Why this matters:
Each year, the world produces roughly 100 million tons of flexible multilayer plastic packaging — materials that keep food fresh and pharmaceuticals safe from moisture and oxygen. Yet most of these plastics are nearly impossible to recycle due to their complex, chemically incompatible layers. Michigan State University scientists have developed a new kind of plastic film that could change that.
Working with the Pacific Northwest National Laboratory, researchers from MSU’s School of Packaging and College of Engineering have created a strong, lightweight plastic that keeps products fresh while being easier to recycle or even biodegrade. The work, published in the Chemical Engineering Journal, was supported by a $1.7 million grant from the U.S. Department of Energy, or DOE.
“One of the plastics industry’s biggest challenges is making previously unrecyclable plastics recyclable,” said Muhammad Rabnawaz, MSU professor of packaging, Faculty Laureate, and director of the National Science Foundation’s Center for Plastic, Paper and Hybrid Packaging End-of-Life Solutions, or C3PS. “Our goal was to create high-performance packaging that’s also sustainable. These are high-performance materials that happen to be recyclable.”
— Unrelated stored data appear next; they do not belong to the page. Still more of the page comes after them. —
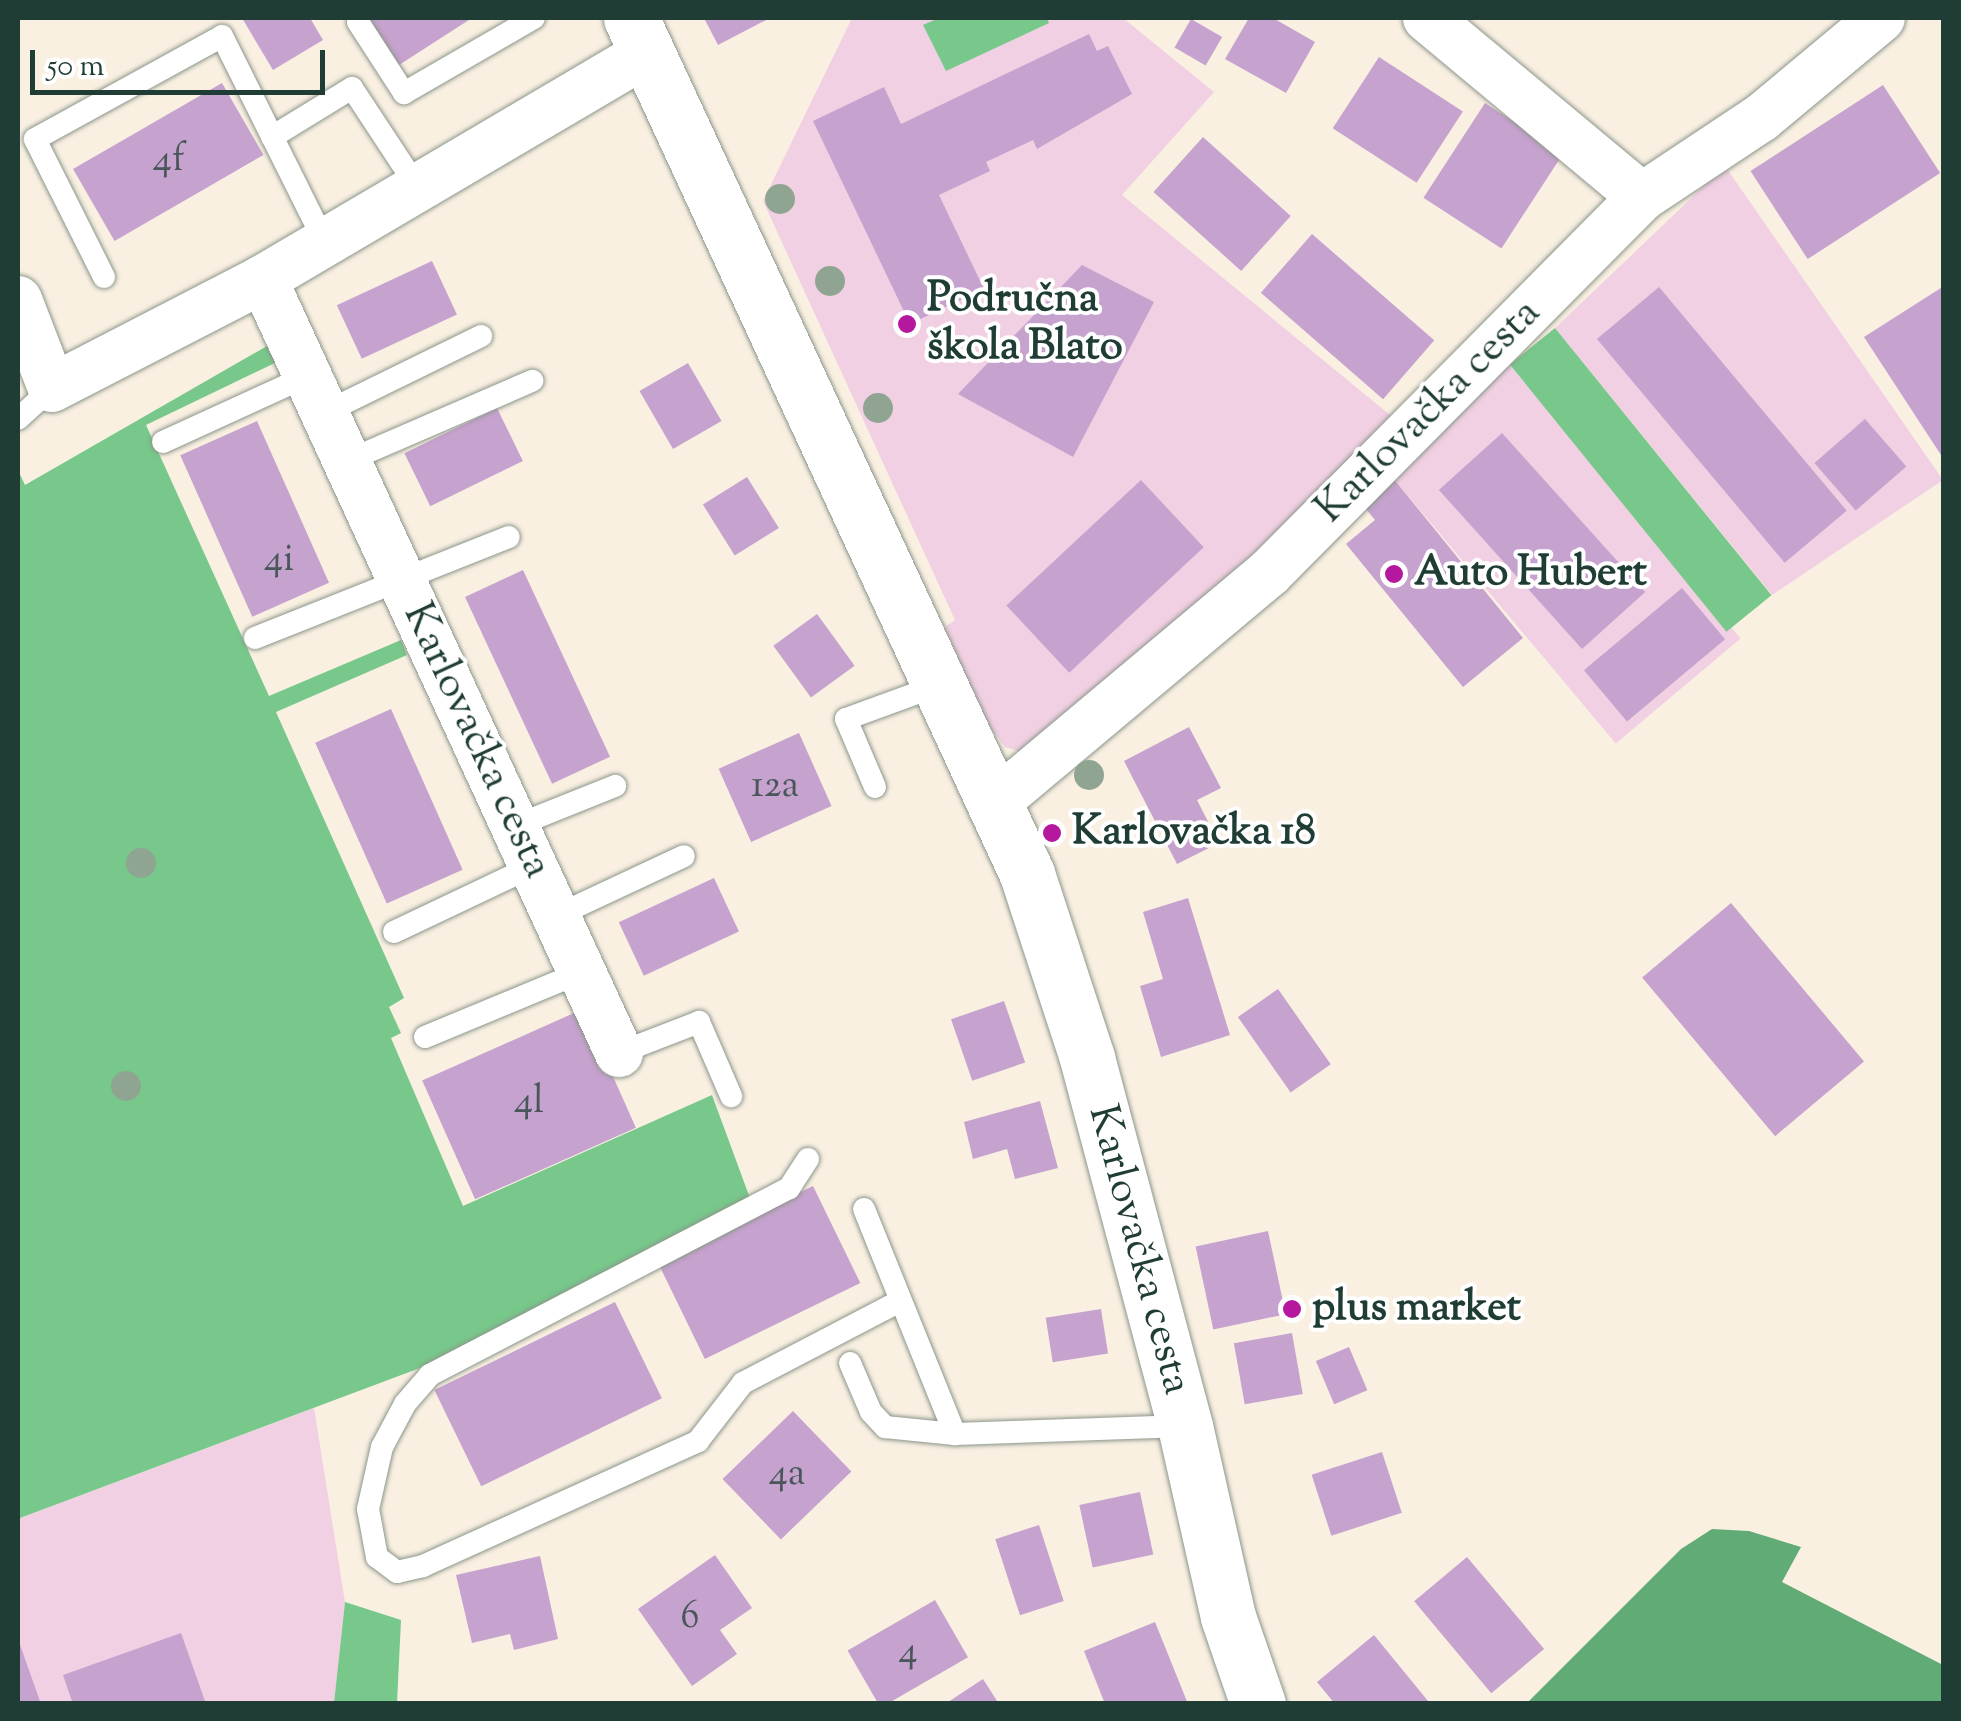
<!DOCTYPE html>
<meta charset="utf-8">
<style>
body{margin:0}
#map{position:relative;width:1961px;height:1721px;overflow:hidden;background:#f9f0e2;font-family:"Sorts Mill Goudy",serif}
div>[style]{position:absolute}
.built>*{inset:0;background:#f1d0e3;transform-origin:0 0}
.green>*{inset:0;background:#77c88a;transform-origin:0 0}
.forest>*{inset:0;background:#61ac76}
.building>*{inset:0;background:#c6a2ce;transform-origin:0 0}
.roads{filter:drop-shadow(0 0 2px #8c968b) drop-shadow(0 0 2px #8c968b)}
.lane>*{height:22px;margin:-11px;padding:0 11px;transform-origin:11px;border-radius:11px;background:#fff}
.street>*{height:48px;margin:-24px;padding:0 24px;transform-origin:24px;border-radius:24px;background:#fff}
.secondary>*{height:55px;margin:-27.5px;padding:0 27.5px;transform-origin:27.5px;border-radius:27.5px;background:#fff}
.trees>*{width:30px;height:30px;margin:-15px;border-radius:50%;background:#8fa591}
.dots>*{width:28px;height:28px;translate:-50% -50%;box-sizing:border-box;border:5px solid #fff;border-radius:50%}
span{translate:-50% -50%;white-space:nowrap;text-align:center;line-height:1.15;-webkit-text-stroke:8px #fff;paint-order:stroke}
.number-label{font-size:38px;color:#49565a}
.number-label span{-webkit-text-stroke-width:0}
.poi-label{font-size:42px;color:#1f3d34;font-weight:700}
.left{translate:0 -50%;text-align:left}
.street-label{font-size:42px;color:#1f3d34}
.frame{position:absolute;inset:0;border:20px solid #1f3d34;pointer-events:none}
.scale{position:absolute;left:30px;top:50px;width:295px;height:45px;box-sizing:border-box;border:5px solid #1f3d34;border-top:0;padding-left:12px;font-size:30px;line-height:35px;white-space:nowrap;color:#1f3d34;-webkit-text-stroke:8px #fff;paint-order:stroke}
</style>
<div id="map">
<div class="built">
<i style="clip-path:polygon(852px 18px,1123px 18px,1214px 92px,1122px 195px,1401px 424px,1030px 754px,1005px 747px,982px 717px,945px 627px,955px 620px,763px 201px)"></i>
<i style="clip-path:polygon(1725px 166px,1943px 480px,1772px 595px,1555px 328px)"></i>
<i style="left:1506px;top:359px;width:365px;height:163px;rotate:50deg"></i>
<i style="clip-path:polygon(314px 1408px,345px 1602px,334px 1703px,18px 1703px,18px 1509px,20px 1518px)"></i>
</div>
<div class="green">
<i style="clip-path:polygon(939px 18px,1047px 18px,1049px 23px,946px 71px,923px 25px)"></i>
<i style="left:1555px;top:328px;width:344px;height:58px;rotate:51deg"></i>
<i style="clip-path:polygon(267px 346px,277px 362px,146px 425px,269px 696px,401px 640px,407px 655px,276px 712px,404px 998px,389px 1007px,401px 1033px,391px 1038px,463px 1206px,712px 1095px,751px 1201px,420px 1368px,20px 1518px,18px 470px,25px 485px)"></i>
<i style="clip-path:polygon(345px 1602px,401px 1620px,397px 1703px,334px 1703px)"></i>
</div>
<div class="forest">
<i style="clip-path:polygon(1712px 1529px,1749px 1531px,1801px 1547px,1782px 1582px,1943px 1665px,1943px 1703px,1527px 1703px,1681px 1549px)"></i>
</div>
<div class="building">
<i style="clip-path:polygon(242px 18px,310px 18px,323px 40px,273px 70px)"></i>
<i style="clip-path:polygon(369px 18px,472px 18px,399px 65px)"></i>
<i style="clip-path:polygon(704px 18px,770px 18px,718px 45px)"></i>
<i style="clip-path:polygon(1249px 18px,1273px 18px,1315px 42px,1286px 93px,1225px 59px)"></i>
<i style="left:1191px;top:19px;width:36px;height:33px;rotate:30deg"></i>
<i style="clip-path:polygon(1089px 34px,1097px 51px,1108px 46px,1132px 94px,1037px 149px,1033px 140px,986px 162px,990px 171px,939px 195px,984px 289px,910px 324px,813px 121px,884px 87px,901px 124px)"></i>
<i style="left:1379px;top:57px;width:100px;height:85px;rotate:33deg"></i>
<i style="left:222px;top:83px;width:83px;height:172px;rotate:60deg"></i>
<i style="left:1883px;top:85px;width:105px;height:158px;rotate:57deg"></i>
<i style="left:1485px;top:103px;width:93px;height:113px;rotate:33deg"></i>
<i style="left:1203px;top:137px;width:118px;height:74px;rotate:42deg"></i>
<i style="left:1312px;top:234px;width:162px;height:78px;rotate:41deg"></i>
<i style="left:432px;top:261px;width:59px;height:105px;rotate:65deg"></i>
<i style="clip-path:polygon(1082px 265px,1154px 302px,1073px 457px,958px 394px)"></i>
<i style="clip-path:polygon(1944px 286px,1944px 454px,1941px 455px,1864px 337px)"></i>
<i style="left:1659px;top:287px;width:292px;height:81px;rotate:50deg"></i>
<i style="left:688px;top:363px;width:67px;height:56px;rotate:60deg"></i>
<i style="left:497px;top:408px;width:59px;height:103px;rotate:64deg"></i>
<i style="left:1865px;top:419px;width:63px;height:67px;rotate:49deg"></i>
<i style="left:257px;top:421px;width:177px;height:84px;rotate:66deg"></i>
<i style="left:1502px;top:433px;width:214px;height:85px;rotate:48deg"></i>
<i style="left:747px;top:477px;width:60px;height:52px;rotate:58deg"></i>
<i style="clip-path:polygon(1393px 478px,1523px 638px,1463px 687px,1346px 544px,1375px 520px,1362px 504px)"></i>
<i style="left:1141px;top:480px;width:92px;height:184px;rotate:47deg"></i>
<i style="left:523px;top:570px;width:206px;height:64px;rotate:65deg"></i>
<i style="left:1682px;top:588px;width:67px;height:128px;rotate:50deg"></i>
<i style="left:817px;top:614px;width:64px;height:54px;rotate:54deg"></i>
<i style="left:391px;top:709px;width:176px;height:83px;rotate:66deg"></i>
<i style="clip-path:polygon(1189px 727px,1221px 788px,1197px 800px,1219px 843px,1177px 864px,1124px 761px)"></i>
<i style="left:799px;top:733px;width:80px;height:88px;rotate:66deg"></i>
<i style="left:714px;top:878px;width:59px;height:105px;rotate:65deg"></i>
<i style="clip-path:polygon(1188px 898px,1230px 1035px,1161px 1057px,1140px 986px,1163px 979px,1143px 912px)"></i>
<i style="left:1731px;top:903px;width:207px;height:116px;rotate:50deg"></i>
<i style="left:1278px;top:989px;width:92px;height:49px;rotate:55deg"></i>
<i style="left:1004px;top:1001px;width:65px;height:56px;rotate:71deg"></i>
<i style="left:583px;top:1009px;width:130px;height:176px;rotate:66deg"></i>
<i style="clip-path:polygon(1040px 1101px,1058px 1168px,1015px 1179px,1007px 1149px,973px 1159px,964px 1122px)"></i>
<i style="left:813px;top:1186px;width:108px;height:173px;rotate:64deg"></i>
<i style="left:1268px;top:1231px;width:85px;height:74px;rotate:78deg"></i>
<i style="left:615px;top:1302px;width:107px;height:201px;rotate:64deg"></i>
<i style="left:1101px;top:1309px;width:45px;height:56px;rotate:81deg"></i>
<i style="left:1292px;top:1333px;width:62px;height:59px;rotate:80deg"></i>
<i style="left:1349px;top:1347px;width:47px;height:36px;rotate:67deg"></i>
<i style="left:793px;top:1411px;width:84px;height:98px;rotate:46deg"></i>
<i style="left:1382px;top:1452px;width:64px;height:74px;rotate:72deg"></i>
<i style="left:1140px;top:1492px;width:64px;height:62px;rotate:78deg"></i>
<i style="left:1039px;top:1525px;width:80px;height:46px;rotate:72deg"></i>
<i style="clip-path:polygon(715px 1555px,752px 1608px,720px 1630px,737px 1654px,692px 1686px,638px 1609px)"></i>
<i style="clip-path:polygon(540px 1556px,558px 1639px,514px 1650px,510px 1634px,472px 1643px,456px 1575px)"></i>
<i style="left:1467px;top:1557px;width:120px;height:69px;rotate:50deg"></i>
<i style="left:935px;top:1600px;width:66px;height:101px;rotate:60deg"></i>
<i style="clip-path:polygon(1155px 1622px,1188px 1704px,1105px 1704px,1084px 1651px)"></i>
<i style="clip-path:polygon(181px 1633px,206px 1704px,73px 1704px,63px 1675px)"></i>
<i style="clip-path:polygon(1374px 1635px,1428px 1701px,1425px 1704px,1335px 1704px,1317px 1682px)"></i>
<i style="clip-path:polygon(18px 1639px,41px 1704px,18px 1704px)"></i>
<i style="clip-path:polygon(983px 1679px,999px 1704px,945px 1704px)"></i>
</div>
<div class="roads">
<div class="lane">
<i style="left:358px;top:22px;width:85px;rotate:57.1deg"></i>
<i style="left:404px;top:93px;width:150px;rotate:-30deg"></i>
<i style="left:272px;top:137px;width:94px;rotate:-31.5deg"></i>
<i style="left:352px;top:88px;width:120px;rotate:56.6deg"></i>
<i style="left:104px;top:277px;width:154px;rotate:-116.6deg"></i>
<i style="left:35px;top:139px;width:213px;rotate:-28.8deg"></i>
<i style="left:222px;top:36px;width:231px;rotate:63.5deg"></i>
<i style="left:324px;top:413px;width:175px;rotate:-26.1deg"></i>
<i style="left:18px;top:419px;width:46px;rotate:-42.4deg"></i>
<i style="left:163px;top:442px;width:158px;rotate:-24.6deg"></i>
<i style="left:347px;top:461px;width:202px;rotate:-23.4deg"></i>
<i style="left:255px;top:638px;width:273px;rotate:-21.7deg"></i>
<i style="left:875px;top:787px;width:74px;rotate:-113.1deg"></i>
<i style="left:846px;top:719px;width:99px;rotate:-20.1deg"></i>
<i style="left:515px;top:826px;width:108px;rotate:-21.8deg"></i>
<i style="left:556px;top:916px;width:141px;rotate:-25.1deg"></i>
<i style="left:394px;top:932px;width:154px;rotate:-25.4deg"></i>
<i style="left:425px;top:1037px;width:170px;rotate:-22.5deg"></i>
<i style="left:619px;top:1053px;width:86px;rotate:-21.2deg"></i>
<i style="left:699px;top:1022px;width:81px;rotate:66.6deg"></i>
<i style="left:808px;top:1159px;width:35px;rotate:123deg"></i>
<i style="left:789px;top:1188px;width:405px;rotate:152.5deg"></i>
<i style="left:430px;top:1375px;width:38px;rotate:131deg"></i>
<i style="left:405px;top:1404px;width:49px;rotate:118.1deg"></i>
<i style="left:382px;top:1447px;width:64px;rotate:102.7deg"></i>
<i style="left:368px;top:1509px;width:49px;rotate:79.4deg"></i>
<i style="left:377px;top:1557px;width:25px;rotate:37deg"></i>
<i style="left:397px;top:1572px;width:27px;rotate:-13deg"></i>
<i style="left:423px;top:1566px;width:302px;rotate:-24.4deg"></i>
<i style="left:698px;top:1441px;width:73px;rotate:-52.2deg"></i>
<i style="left:743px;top:1383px;width:177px;rotate:-27.6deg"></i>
<i style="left:864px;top:1209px;width:243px;rotate:68deg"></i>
<i style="left:955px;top:1434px;width:230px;rotate:-2deg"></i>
<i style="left:850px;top:1363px;width:53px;rotate:66.8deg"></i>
<i style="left:871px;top:1412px;width:21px;rotate:47deg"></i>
<i style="left:885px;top:1427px;width:70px;rotate:5.7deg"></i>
</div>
<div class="street">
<i style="left:1642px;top:197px;width:143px;rotate:-33.6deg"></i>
<i style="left:1761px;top:118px;width:156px;rotate:-39.8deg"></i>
<i style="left:263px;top:279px;width:852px;rotate:65.3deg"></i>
<i style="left:18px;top:300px;width:94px;rotate:68.9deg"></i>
<i style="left:52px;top:388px;width:237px;rotate:-27.3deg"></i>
<i style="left:263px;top:279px;width:449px;rotate:-30.5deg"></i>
<i style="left:996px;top:802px;width:356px;rotate:-40deg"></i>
<i style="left:1269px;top:573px;width:530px;rotate:-45.23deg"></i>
<i style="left:1642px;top:197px;width:280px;rotate:-140.2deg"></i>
</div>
<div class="secondary">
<i style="left:631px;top:18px;width:943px;rotate:65.17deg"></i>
<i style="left:1027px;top:874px;width:194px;rotate:71.9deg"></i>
<i style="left:1087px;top:1058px;width:381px;rotate:75.1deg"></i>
<i style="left:1185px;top:1426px;width:196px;rotate:77.3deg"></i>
<i style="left:1228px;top:1617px;width:92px;rotate:71deg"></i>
</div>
</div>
<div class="trees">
<i style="left:780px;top:199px"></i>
<i style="left:830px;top:281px"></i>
<i style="left:878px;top:408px"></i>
<i style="left:1089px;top:775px"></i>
<i style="left:141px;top:863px"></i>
<i style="left:126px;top:1086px"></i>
</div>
<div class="dots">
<i style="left:907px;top:324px;background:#b5179e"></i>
<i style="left:1394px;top:574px;background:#b5179e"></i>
<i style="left:1052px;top:833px;background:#b5179e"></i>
<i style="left:1292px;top:1309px;background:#b5179e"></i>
</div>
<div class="number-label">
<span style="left:169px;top:162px">4f</span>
<span style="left:279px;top:562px">4i</span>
<span style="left:775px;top:788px">12a</span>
<span style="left:529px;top:1104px">4l</span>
<span style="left:787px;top:1476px">4a</span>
<span style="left:690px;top:1619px">6</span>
<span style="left:908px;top:1654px">4</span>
</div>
<div class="poi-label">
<span class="left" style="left:927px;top:324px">Područna<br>škola Blato</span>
<span class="left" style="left:1414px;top:574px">Auto Hubert</span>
<span class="left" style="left:1072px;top:833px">Karlovačka 18</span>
<span class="left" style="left:1312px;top:1309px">plus market</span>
</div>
<div class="street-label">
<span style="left:1429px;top:412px;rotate:-45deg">Karlovačka cesta</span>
<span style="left:476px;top:741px;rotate:65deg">Karlovačka cesta</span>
<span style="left:1138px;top:1250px;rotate:75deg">Karlovačka cesta</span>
</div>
<div class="frame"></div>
<div class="scale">50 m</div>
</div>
Traditional multilayer packaging combines several incompatible materials — each serving a different purpose — that can’t be separated during recycling. The MSU-led team redesigned the structure so all layers belong to the same polymer family.
The new films rely primarily on polyester, the same plastic used in water bottles. They can be made with existing manufacturing equipment, offering industry a path to transition toward circular packaging without changing production lines.
The films can be recycled in two ways:
The MSU polyester-based multilayer film directly addresses the challenge in plastic recycling technologies that often rely on either mechanical or chemical pathways. Mechanical recycling typically makes the most sense for clean, post-industrial streams, while chemical recycling is better suited for mixed or contaminated post-consumer waste.
This new polyester-based multilayer film is engineered to perform well in both systems, enabling high-performance packaging that can be efficiently reprocessed regardless of where it enters the waste stream. As a result, it transforms multilayer films from one of the hardest-to-recycle plastics into a fully circular, dual-recyclable platform.
The DOE funding also supported training for graduate students and postdoctoral researchers, helping prepare the next generation of scientists and engineers in sustainable materials. Mohamed Abdelwahab, the project’s lead postdoctoral fellow, said the experience was transformative for his professional growth.
This project highlights how federal support can accelerate packaging research, translating polymer science into practical, scalable and recyclable solutions that benefit manufacturing and the economy while reducing energy use.
The new polyester platform could extend beyond flexible films. Rabnawaz noted that the materials are compatible with existing manufacturing infrastructure.
“What’s exciting is that the innovation isn’t just in the chemistry — it’s in making circularity practical,” Rabnawaz said.
The study demonstrates how strategic DOE investment can bridge the gap between laboratory research and real-world application. By integrating chemical compatibility and recyclability into material design from the start, the team created a potential model for future sustainable packaging.
This study shows that designing for both performance and recyclability is possible and can help advance the transition toward more sustainable packaging, Rabnawaz said.
“The real impact of innovations like this will only be realized when the supporting infrastructure is in place and when virgin resin prices no longer undercut recycling,” he said. “Virgin plastic is newly manufactured plastic, created from virgin resin derived from raw materials like crude oil or natural gas. Today, virgin plastics are often cheaper than recycled alternatives, a market imbalance that suppresses adoption of advanced recycling solutions. MSU polyester platform will achieve their full environmental and economic value when waste-collection, sorting and recycling infrastructure is expanded — and when policies or pricing structures narrow the cost gap between virgin and recycled materials.”
Rabnawaz’s collaborators include, Laurent Matuana, professor, School of Packaging; Rafael Auras, professor, School of Packaging; Shiwang Cheng, associate professor, College of Engineering and Huan Lei, associate professor, College of Engineering.
The MSU School of Packaging holds the prestigious reputation of being the first, the largest and the most comprehensive packaging school in higher education. It is the only packaging Ph.D. degree offered in the United States.